* _Goal of the exercise_: Copy the entries that appear below in full, leaving out any picture among them.

* _Given records_:
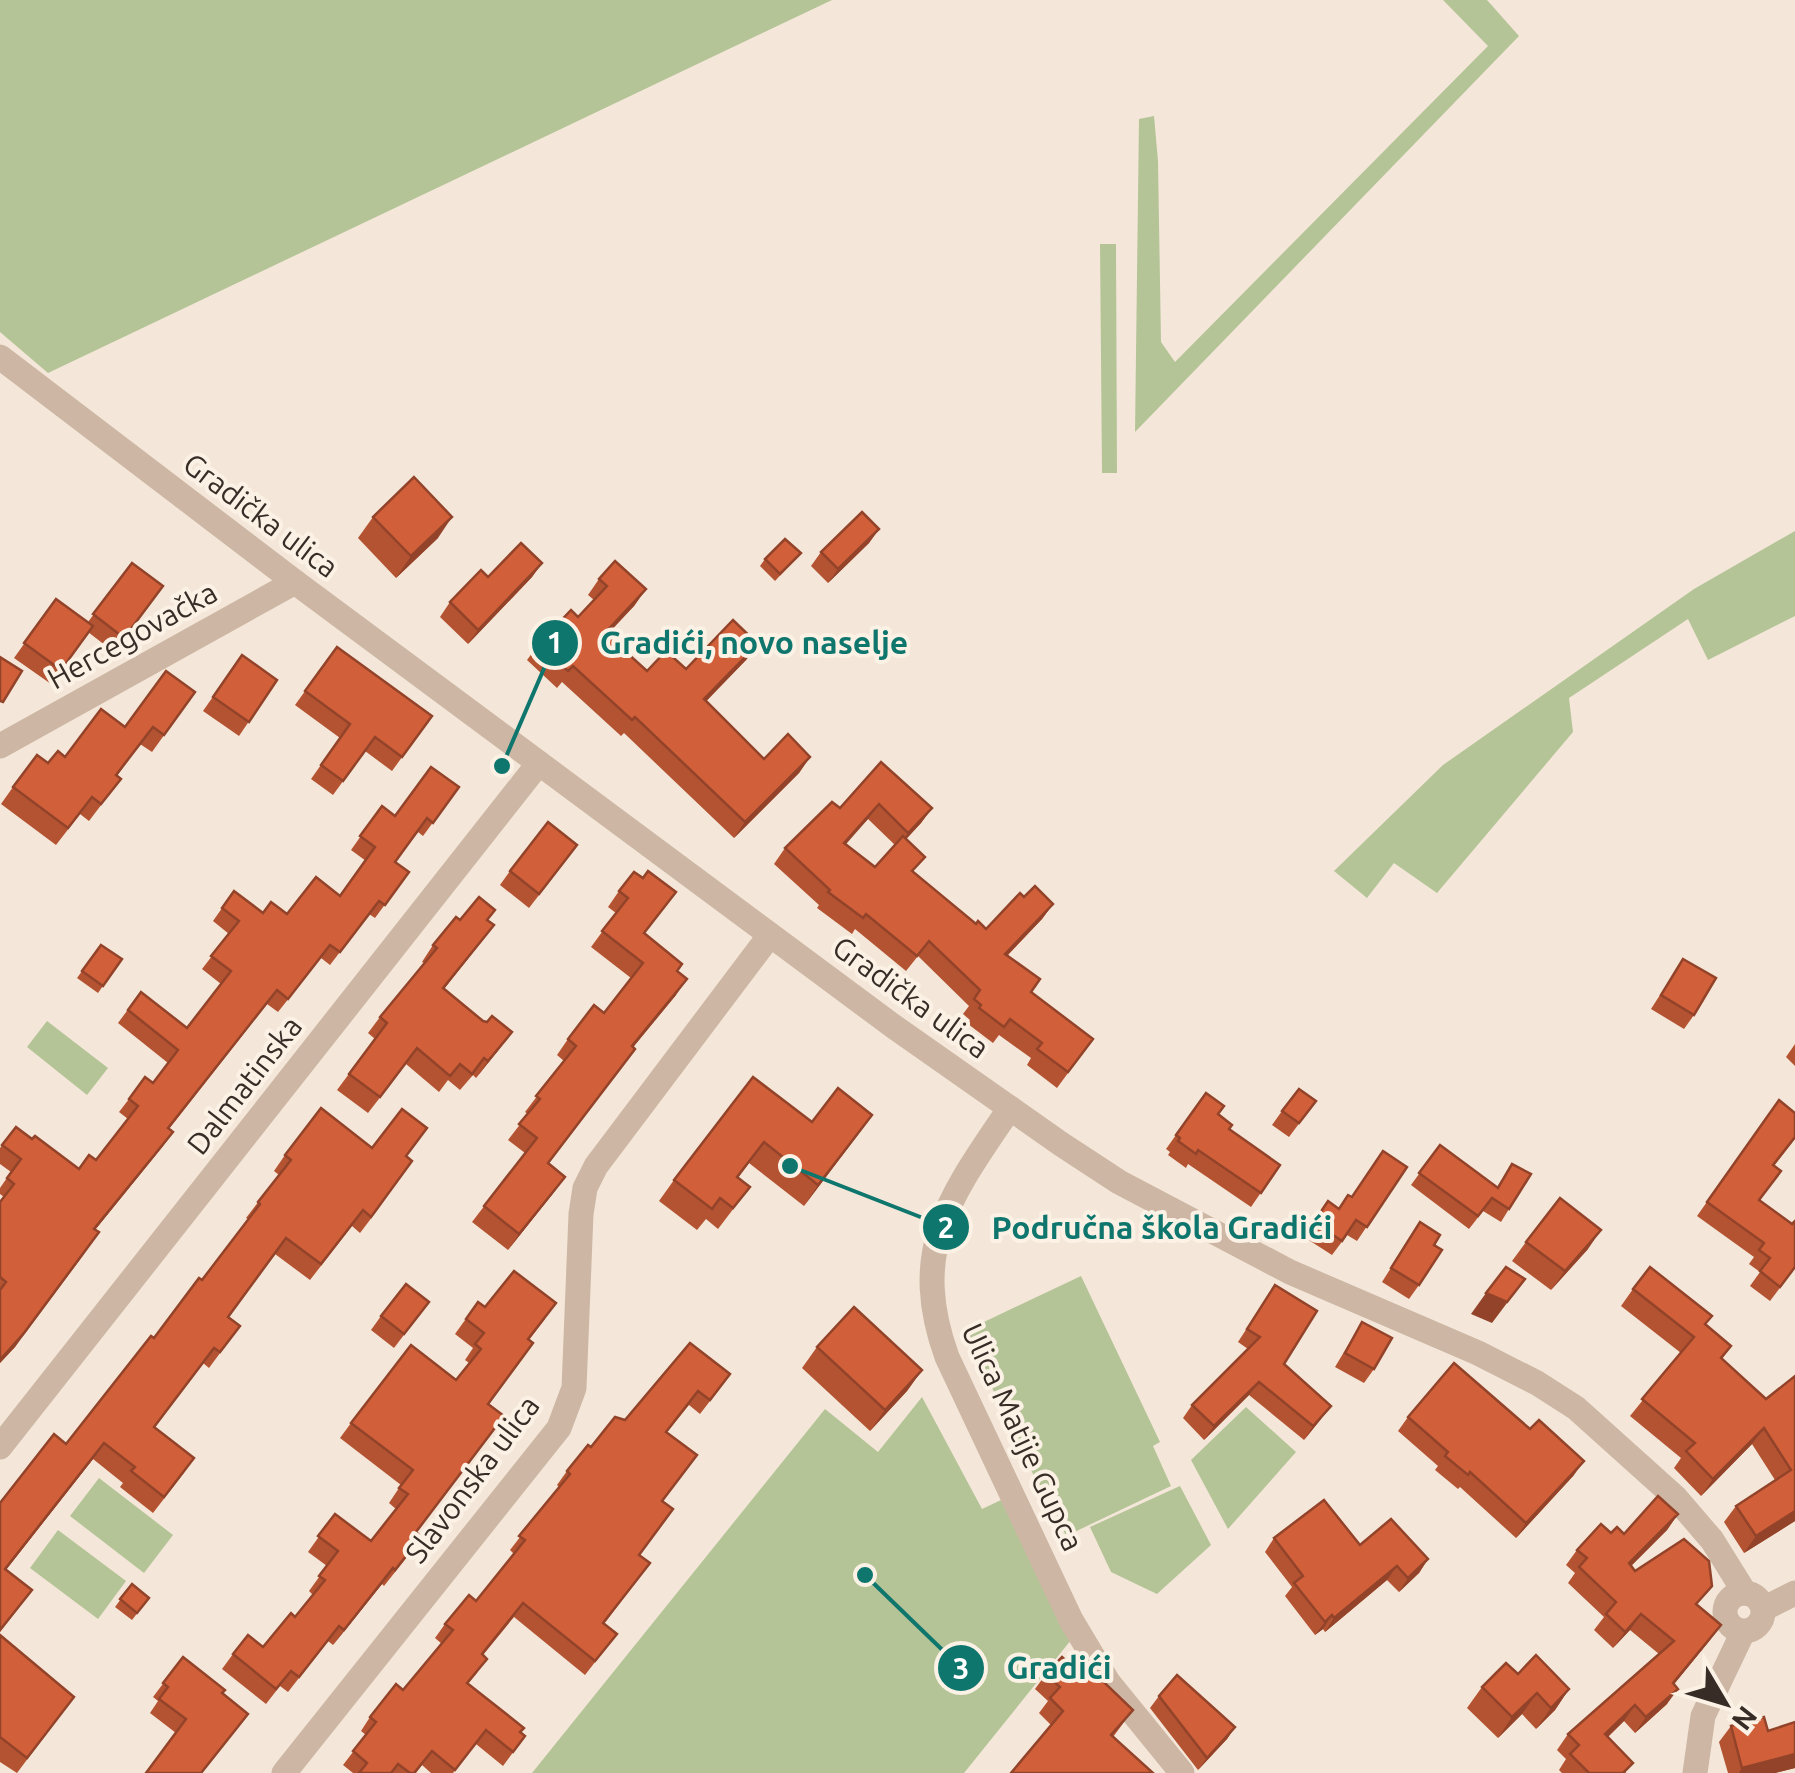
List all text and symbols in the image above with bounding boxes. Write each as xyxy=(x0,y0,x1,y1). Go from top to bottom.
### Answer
street label: Gradička ulica xyxy=(177,446,345,584)
street label: Hercegovačka xyxy=(41,574,223,696)
callout: Gradići, novo naselje xyxy=(530,612,929,674)
text: Gradići, novo naselje xyxy=(600,624,908,660)
text: 1 xyxy=(547,625,563,659)
street label: Gradička ulica xyxy=(826,929,996,1065)
street label: Dalmatinska xyxy=(180,1009,308,1161)
callout: Područna škola Gradići xyxy=(921,1196,1352,1258)
text: Područna škola Gradići xyxy=(992,1209,1332,1245)
text: 2 xyxy=(938,1210,954,1244)
street label: Ulica Matije Gupca xyxy=(955,1318,1091,1556)
street label: Slavonska ulica xyxy=(398,1389,546,1569)
callout: Gradići xyxy=(936,1637,1131,1699)
text: Gradići xyxy=(1006,1649,1112,1685)
text: 3 xyxy=(953,1651,969,1685)
north arrow xyxy=(1675,1653,1775,1753)
text: N xyxy=(1726,1701,1764,1736)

* _Exercise result_:
List all text and symbols in the image above with bounding boxes. Write each as xyxy=(x0,y0,x1,y1). Go from top to bottom.
### Answer
street label: Gradička ulica xyxy=(177,446,345,584)
street label: Hercegovačka xyxy=(41,574,223,696)
callout: Gradići, novo naselje xyxy=(530,612,929,674)
text: Gradići, novo naselje xyxy=(600,624,908,660)
text: 1 xyxy=(547,625,563,659)
street label: Gradička ulica xyxy=(826,929,996,1065)
street label: Dalmatinska xyxy=(180,1009,308,1161)
callout: Područna škola Gradići xyxy=(921,1196,1352,1258)
text: Područna škola Gradići xyxy=(992,1209,1332,1245)
text: 2 xyxy=(938,1210,954,1244)
street label: Ulica Matije Gupca xyxy=(955,1318,1091,1556)
street label: Slavonska ulica xyxy=(398,1389,546,1569)
callout: Gradići xyxy=(936,1637,1131,1699)
text: Gradići xyxy=(1006,1649,1112,1685)
text: 3 xyxy=(953,1651,969,1685)
north arrow xyxy=(1675,1653,1775,1753)
text: N xyxy=(1726,1701,1764,1736)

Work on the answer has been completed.